Everything is a challenge. Things most would not blink an eye at doing; such as re-connecting with friends, getting on public transport, sometimes just leaving the house.  To deal with anxiety-provoking events I was taught coping mechanisms to use rather than reaching straight to medication or self harm.

If I am anxious I use mindfulness to help ground me and try to switch off negative thoughts I may be having.  I use many breathing techniques, my favorite (which is quite common) is putting one hand on my chest, the other on my belly and taking a deep breath in for 5 seconds, out for 7 seconds and repeating this over and over, imagining there is a balloon in your tummy.  Another favorite is body scanning, working down from your head to toes paying attention to how each part is feeling.

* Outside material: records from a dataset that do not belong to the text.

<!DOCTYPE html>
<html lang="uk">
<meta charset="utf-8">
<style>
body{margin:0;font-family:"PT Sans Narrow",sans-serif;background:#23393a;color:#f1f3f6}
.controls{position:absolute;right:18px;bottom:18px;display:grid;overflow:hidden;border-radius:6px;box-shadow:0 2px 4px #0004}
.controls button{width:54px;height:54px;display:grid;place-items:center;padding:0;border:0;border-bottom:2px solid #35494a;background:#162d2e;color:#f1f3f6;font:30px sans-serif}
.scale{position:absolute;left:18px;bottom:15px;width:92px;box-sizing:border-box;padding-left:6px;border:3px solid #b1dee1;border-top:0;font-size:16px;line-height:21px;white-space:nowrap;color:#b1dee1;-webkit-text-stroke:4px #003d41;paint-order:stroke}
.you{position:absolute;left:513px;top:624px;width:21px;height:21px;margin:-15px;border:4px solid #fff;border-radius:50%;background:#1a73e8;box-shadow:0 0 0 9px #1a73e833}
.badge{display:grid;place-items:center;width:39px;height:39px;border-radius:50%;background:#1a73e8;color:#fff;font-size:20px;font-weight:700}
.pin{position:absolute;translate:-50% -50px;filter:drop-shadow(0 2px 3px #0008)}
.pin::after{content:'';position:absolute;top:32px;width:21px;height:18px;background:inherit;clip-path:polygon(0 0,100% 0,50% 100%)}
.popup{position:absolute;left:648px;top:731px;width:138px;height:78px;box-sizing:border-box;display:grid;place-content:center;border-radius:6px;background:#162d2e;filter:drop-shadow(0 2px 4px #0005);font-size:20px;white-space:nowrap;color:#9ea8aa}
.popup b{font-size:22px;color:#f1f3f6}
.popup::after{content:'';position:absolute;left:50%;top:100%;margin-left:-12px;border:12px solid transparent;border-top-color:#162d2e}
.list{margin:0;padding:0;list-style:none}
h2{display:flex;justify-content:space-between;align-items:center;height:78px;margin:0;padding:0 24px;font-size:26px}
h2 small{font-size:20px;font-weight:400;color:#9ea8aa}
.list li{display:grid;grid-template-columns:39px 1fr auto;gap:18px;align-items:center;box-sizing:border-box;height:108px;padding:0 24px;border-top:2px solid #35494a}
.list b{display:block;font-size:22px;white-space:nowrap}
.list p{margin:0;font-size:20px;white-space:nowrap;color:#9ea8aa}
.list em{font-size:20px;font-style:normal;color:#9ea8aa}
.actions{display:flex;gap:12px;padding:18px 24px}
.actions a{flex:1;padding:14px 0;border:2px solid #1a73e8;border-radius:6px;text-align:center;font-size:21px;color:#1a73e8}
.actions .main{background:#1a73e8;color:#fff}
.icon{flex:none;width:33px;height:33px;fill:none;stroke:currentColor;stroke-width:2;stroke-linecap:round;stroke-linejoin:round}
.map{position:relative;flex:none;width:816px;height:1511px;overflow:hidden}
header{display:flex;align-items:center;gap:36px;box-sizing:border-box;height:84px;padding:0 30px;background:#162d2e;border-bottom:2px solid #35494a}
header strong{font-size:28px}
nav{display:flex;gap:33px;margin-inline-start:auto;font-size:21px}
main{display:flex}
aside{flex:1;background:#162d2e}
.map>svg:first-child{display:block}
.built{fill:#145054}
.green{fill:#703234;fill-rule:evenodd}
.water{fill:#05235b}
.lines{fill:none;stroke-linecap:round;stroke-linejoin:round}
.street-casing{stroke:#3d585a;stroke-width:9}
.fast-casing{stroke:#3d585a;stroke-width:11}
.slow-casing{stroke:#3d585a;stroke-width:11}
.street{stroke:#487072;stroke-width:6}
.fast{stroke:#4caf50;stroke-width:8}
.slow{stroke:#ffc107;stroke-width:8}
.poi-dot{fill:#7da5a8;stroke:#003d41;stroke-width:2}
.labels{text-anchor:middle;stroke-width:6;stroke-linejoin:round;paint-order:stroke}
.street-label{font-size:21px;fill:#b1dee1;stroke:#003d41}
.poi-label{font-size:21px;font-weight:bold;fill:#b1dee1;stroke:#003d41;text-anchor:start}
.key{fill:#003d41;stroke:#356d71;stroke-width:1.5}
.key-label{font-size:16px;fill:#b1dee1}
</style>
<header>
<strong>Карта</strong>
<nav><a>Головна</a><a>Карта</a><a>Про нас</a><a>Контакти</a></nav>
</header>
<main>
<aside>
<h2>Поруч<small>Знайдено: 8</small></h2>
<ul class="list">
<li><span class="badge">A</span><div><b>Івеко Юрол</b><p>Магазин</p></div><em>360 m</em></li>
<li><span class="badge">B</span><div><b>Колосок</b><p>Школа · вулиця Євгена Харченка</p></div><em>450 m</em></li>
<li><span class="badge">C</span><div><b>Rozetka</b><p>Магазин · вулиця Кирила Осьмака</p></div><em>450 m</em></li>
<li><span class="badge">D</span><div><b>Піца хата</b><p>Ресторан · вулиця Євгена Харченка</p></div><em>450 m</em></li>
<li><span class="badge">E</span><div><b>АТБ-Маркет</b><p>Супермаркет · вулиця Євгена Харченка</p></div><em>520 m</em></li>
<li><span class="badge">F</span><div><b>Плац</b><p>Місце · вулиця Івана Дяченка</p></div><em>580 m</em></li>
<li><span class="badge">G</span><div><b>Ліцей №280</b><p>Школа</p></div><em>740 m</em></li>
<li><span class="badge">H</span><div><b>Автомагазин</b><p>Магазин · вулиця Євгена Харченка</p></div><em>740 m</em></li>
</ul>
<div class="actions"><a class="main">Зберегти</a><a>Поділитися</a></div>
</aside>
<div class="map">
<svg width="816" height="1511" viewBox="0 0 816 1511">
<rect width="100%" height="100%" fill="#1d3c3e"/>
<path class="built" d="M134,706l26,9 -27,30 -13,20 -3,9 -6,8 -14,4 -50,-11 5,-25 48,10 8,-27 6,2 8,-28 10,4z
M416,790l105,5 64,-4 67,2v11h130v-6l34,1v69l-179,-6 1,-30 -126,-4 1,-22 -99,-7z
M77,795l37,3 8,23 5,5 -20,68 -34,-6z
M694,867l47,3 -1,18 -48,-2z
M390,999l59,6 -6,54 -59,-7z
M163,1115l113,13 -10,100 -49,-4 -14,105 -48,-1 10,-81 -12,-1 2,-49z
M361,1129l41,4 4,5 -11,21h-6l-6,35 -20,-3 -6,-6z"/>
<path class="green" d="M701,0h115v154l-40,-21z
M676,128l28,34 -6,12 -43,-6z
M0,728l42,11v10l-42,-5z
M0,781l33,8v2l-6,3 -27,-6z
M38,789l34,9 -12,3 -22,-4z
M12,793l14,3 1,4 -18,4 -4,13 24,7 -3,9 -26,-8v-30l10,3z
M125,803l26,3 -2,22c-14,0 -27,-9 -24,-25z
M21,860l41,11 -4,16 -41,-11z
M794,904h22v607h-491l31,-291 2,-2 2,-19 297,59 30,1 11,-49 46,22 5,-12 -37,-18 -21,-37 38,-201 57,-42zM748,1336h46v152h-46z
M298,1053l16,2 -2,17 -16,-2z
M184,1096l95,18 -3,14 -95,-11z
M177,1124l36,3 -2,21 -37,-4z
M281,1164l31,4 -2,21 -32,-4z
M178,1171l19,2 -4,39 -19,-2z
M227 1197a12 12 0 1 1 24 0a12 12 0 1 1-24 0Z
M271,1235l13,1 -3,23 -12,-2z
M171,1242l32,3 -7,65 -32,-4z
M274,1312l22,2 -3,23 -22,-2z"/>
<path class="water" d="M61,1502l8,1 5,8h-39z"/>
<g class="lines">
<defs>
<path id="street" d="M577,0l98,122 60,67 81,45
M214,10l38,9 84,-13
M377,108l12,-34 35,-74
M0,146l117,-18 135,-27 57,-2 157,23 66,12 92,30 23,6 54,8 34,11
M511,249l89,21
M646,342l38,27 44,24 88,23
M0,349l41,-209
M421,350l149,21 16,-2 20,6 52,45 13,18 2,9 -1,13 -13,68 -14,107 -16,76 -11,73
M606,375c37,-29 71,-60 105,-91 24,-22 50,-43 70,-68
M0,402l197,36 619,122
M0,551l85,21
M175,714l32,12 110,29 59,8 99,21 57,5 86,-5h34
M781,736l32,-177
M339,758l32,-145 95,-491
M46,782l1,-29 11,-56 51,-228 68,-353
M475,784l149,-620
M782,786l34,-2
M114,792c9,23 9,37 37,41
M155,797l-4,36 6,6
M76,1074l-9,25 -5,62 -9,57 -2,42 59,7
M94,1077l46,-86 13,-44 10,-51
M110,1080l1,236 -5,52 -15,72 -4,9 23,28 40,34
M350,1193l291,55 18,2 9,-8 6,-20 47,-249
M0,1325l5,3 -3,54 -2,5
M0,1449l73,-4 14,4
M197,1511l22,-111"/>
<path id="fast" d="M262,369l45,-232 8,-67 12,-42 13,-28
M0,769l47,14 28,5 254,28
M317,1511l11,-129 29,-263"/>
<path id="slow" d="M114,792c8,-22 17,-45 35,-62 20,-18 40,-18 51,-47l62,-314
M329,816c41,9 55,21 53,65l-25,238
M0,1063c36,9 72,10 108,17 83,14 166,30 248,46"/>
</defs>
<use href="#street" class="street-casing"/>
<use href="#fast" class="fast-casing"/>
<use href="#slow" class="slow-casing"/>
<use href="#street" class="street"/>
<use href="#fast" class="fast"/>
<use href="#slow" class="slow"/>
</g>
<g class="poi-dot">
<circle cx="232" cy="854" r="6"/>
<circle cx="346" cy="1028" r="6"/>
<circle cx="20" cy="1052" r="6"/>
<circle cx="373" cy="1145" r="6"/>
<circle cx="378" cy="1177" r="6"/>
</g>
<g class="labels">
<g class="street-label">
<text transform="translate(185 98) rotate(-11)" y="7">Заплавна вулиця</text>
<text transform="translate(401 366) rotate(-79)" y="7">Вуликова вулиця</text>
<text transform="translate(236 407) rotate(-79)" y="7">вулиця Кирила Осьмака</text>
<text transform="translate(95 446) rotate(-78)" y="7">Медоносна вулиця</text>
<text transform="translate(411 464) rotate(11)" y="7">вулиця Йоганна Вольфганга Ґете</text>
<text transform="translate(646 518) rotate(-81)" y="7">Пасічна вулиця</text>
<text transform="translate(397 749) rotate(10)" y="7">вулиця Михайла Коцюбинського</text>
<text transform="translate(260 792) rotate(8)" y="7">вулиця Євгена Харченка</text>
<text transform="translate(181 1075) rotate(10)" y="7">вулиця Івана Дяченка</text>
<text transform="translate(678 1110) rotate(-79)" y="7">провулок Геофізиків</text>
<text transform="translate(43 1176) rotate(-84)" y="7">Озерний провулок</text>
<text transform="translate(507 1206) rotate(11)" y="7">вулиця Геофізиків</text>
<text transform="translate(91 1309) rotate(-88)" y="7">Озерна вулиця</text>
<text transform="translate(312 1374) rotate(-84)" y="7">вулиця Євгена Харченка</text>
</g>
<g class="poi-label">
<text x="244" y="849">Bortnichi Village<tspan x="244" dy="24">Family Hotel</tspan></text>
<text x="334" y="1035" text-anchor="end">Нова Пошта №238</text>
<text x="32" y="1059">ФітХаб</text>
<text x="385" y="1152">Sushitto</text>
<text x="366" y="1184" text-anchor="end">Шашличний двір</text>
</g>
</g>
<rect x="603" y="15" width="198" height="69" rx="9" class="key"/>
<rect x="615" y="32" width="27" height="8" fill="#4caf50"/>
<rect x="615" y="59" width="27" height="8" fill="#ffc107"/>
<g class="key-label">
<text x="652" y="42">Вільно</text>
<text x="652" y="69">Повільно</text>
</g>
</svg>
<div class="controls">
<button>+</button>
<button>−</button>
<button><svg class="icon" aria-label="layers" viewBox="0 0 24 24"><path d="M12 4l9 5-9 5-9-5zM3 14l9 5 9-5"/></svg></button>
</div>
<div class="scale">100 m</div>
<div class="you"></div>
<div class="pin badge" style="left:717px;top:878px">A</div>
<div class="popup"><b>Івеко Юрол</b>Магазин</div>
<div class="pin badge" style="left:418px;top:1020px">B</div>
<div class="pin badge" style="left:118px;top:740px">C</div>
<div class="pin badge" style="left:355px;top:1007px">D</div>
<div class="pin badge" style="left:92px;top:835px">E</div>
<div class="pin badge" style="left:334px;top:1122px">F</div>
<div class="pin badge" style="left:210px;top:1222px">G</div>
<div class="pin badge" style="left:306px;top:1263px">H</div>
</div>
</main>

There is one thing I cannot go out without which is my anxiety tool kit.  This features something to stimulate each of the senses to distract from the thoughts and feelings being experienced.  In my tool kit I have a stress ball, super sour sweets and olbas oil.  Even the where these are kept is tactile.  On my phone I have photos that remind me of happy times and music, which is an amazing distraction I use all the time, without music going out would be a struggle.

The background image on my phone I have my coping card.  This reminds me of my tools if everything goes blank during a panic attack – it is always there, on hand ready to use.  It reminds me of all the things contained in my tool box.

When I am at home I doodle.  This is something I started doing in my first stay in hospital.  It was something I could do for myself, not judgmentally and something to concentrate on.  In a way it has become my own form of mindfulness.

Everyone has their own ways of dealing with their anxiety, I wanted to share mine for people who do not know what simple tools can be used.  I hope it can be of help, if only it is to one person.